Goal of the exercise
Begin at the first line of the records below and, please, give each line again exactly until the line with "filter:drop-shadow(0 0 2px" is included.

Records to use

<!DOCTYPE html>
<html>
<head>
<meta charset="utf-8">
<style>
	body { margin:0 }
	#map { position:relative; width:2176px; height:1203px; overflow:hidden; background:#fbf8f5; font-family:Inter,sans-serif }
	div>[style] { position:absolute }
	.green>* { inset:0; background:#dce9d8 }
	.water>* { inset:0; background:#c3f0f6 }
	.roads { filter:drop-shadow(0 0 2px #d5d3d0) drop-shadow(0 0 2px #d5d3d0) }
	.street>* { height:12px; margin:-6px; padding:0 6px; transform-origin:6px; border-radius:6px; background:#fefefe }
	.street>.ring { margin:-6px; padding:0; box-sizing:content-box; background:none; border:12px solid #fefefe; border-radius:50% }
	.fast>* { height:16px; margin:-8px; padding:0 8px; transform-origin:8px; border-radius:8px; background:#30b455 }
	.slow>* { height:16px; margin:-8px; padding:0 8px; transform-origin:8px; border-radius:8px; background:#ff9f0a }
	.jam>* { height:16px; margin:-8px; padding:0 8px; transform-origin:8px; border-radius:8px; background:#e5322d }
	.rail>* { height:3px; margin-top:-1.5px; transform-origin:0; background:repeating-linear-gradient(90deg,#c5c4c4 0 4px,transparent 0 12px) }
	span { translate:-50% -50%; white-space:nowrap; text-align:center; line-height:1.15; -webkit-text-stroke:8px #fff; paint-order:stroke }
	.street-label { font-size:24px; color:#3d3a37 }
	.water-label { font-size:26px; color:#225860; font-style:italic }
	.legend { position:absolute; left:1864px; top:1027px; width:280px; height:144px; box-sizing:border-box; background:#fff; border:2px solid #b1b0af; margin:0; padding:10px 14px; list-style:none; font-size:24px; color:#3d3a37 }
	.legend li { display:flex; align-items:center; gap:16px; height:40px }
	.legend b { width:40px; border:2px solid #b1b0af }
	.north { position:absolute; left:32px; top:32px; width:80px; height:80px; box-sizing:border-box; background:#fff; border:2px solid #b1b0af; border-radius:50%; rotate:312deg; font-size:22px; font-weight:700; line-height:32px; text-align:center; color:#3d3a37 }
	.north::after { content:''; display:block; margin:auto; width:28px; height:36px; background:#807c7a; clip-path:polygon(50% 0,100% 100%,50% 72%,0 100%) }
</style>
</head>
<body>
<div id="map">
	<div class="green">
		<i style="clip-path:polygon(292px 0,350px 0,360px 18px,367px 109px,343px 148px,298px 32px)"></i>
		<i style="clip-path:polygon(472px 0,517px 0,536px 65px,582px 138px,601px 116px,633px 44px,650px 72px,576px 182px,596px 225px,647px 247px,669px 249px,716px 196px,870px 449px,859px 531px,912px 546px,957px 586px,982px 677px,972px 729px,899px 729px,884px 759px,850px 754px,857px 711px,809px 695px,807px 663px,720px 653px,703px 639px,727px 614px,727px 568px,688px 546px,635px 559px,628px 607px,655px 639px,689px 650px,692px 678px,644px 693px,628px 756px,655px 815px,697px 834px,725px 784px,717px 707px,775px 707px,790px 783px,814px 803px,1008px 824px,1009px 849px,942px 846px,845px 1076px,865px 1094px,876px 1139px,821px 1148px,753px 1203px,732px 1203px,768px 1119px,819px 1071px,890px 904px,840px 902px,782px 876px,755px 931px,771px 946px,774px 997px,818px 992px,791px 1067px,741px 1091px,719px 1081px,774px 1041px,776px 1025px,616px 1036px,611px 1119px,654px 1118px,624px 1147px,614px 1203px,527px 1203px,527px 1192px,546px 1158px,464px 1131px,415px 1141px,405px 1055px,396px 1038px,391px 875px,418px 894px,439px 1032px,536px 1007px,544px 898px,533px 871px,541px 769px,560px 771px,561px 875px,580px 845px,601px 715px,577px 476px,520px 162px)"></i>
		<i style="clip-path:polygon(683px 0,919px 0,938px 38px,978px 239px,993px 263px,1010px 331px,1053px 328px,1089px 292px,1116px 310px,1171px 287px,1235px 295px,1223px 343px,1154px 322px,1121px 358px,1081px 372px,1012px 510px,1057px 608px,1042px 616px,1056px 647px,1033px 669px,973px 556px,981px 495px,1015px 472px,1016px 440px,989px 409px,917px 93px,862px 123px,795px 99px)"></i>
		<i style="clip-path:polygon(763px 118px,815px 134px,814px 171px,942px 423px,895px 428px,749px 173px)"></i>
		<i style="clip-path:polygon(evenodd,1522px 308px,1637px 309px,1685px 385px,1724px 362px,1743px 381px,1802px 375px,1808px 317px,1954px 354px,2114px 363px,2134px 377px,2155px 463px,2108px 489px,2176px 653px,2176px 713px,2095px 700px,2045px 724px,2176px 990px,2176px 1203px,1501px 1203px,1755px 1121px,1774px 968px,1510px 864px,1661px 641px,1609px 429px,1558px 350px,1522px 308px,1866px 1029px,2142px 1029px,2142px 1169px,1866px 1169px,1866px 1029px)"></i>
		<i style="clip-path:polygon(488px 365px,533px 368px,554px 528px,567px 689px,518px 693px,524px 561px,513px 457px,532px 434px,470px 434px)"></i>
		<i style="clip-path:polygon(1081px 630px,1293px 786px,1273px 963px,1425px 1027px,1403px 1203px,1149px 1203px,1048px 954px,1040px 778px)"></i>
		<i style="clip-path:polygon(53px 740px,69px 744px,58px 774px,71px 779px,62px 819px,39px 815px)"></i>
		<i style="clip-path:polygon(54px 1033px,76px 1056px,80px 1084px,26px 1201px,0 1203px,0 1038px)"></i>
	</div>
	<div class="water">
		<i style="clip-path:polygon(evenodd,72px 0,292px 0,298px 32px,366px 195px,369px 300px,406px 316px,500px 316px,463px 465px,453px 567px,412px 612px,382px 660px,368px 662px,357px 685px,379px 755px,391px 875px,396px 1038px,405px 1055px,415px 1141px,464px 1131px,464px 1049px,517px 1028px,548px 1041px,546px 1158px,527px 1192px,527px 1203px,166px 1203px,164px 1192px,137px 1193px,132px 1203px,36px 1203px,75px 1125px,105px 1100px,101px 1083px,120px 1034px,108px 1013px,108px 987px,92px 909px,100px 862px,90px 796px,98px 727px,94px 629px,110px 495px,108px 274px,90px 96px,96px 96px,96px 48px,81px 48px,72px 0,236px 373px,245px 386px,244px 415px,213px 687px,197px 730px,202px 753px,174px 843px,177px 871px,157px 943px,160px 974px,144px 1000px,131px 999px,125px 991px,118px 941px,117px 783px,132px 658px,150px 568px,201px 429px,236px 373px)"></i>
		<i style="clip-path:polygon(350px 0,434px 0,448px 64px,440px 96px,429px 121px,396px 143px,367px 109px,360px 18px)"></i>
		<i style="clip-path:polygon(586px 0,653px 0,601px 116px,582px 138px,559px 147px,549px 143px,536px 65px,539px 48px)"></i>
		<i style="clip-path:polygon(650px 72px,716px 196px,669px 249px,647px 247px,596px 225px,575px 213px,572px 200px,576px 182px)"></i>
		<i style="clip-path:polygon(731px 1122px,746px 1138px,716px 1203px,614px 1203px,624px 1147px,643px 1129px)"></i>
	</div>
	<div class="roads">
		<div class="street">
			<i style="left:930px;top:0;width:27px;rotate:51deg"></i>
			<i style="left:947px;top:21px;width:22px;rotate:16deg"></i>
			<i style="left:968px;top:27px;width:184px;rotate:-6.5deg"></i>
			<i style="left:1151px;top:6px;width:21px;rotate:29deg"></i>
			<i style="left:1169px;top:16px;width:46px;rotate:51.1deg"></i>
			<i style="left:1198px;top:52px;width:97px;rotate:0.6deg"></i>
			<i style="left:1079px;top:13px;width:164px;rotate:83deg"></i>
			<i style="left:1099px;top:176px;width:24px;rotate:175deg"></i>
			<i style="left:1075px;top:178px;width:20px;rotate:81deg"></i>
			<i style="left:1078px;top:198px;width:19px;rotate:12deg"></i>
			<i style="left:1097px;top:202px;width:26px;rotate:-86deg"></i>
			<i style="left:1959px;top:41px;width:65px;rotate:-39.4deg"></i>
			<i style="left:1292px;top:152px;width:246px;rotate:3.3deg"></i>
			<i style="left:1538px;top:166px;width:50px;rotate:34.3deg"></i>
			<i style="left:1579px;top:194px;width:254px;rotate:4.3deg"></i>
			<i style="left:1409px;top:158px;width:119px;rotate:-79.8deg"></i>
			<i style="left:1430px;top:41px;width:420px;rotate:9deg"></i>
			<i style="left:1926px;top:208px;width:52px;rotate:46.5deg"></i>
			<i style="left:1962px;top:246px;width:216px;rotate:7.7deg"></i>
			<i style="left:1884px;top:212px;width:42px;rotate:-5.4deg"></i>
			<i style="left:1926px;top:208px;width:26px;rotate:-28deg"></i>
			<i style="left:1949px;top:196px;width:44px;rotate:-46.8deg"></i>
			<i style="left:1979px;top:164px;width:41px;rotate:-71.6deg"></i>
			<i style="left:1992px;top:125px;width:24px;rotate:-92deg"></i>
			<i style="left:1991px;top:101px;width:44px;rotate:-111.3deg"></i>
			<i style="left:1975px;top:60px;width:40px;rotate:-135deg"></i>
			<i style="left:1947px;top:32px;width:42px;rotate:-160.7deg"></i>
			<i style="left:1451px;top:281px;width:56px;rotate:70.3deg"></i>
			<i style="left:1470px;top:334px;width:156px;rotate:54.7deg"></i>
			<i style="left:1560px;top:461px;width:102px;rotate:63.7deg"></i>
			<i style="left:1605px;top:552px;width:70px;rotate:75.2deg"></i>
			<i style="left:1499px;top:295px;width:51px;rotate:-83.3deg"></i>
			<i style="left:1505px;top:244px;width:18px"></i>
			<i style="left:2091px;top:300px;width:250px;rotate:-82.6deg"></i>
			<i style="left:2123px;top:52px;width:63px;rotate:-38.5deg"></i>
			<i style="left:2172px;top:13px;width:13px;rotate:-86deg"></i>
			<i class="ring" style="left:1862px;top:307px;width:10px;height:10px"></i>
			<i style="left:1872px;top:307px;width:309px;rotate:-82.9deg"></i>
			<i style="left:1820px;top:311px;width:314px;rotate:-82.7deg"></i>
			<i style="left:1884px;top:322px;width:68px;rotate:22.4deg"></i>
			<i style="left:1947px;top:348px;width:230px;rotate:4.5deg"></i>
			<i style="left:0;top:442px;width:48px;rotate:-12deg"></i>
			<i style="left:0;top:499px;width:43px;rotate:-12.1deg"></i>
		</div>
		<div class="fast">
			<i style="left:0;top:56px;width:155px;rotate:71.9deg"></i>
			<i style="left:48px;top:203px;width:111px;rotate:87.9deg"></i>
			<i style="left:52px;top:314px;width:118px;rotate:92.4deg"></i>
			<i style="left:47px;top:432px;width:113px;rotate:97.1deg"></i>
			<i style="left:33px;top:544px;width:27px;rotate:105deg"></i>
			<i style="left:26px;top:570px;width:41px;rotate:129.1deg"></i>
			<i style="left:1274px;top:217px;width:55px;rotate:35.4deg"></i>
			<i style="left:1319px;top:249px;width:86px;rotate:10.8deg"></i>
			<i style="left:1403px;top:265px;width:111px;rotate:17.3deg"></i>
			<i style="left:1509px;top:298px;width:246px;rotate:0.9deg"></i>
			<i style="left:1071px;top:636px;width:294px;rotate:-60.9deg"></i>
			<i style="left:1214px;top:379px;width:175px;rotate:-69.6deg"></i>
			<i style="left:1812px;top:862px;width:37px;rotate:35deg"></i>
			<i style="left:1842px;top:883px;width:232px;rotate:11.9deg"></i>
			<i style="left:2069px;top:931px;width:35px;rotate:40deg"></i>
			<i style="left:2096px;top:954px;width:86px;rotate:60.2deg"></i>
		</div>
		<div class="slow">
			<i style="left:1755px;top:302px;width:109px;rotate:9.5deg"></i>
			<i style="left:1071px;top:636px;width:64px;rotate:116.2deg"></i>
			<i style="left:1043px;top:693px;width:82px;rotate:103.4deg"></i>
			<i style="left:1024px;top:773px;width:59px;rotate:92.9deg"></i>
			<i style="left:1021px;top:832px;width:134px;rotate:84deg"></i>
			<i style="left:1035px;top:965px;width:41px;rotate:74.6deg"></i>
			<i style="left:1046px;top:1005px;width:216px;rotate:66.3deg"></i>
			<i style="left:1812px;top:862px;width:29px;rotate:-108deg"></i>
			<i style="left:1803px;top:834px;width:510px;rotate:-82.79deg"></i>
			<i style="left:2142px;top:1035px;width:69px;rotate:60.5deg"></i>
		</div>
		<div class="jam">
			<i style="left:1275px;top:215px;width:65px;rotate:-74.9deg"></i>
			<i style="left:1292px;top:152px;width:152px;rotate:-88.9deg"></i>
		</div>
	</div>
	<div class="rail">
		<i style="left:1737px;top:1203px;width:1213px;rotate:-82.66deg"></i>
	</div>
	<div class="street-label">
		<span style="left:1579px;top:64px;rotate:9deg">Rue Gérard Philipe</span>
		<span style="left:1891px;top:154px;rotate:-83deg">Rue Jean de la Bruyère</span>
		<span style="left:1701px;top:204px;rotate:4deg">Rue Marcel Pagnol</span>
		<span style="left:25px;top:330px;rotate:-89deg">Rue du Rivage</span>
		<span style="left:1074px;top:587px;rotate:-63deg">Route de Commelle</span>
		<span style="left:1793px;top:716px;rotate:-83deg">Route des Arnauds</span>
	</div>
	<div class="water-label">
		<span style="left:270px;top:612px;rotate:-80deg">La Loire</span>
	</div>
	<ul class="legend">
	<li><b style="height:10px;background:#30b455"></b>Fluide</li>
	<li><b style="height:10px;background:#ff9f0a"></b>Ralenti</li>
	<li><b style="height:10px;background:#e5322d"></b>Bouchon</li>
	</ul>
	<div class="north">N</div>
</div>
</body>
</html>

Problem solution
<!DOCTYPE html>
<html>
<head>
<meta charset="utf-8">
<style>
	body { margin:0 }
	#map { position:relative; width:2176px; height:1203px; overflow:hidden; background:#fbf8f5; font-family:Inter,sans-serif }
	div>[style] { position:absolute }
	.green>* { inset:0; background:#dce9d8 }
	.water>* { inset:0; background:#c3f0f6 }
	.roads { filter:drop-shadow(0 0 2px #d5d3d0) drop-shadow(0 0 2px #d5d3d0) }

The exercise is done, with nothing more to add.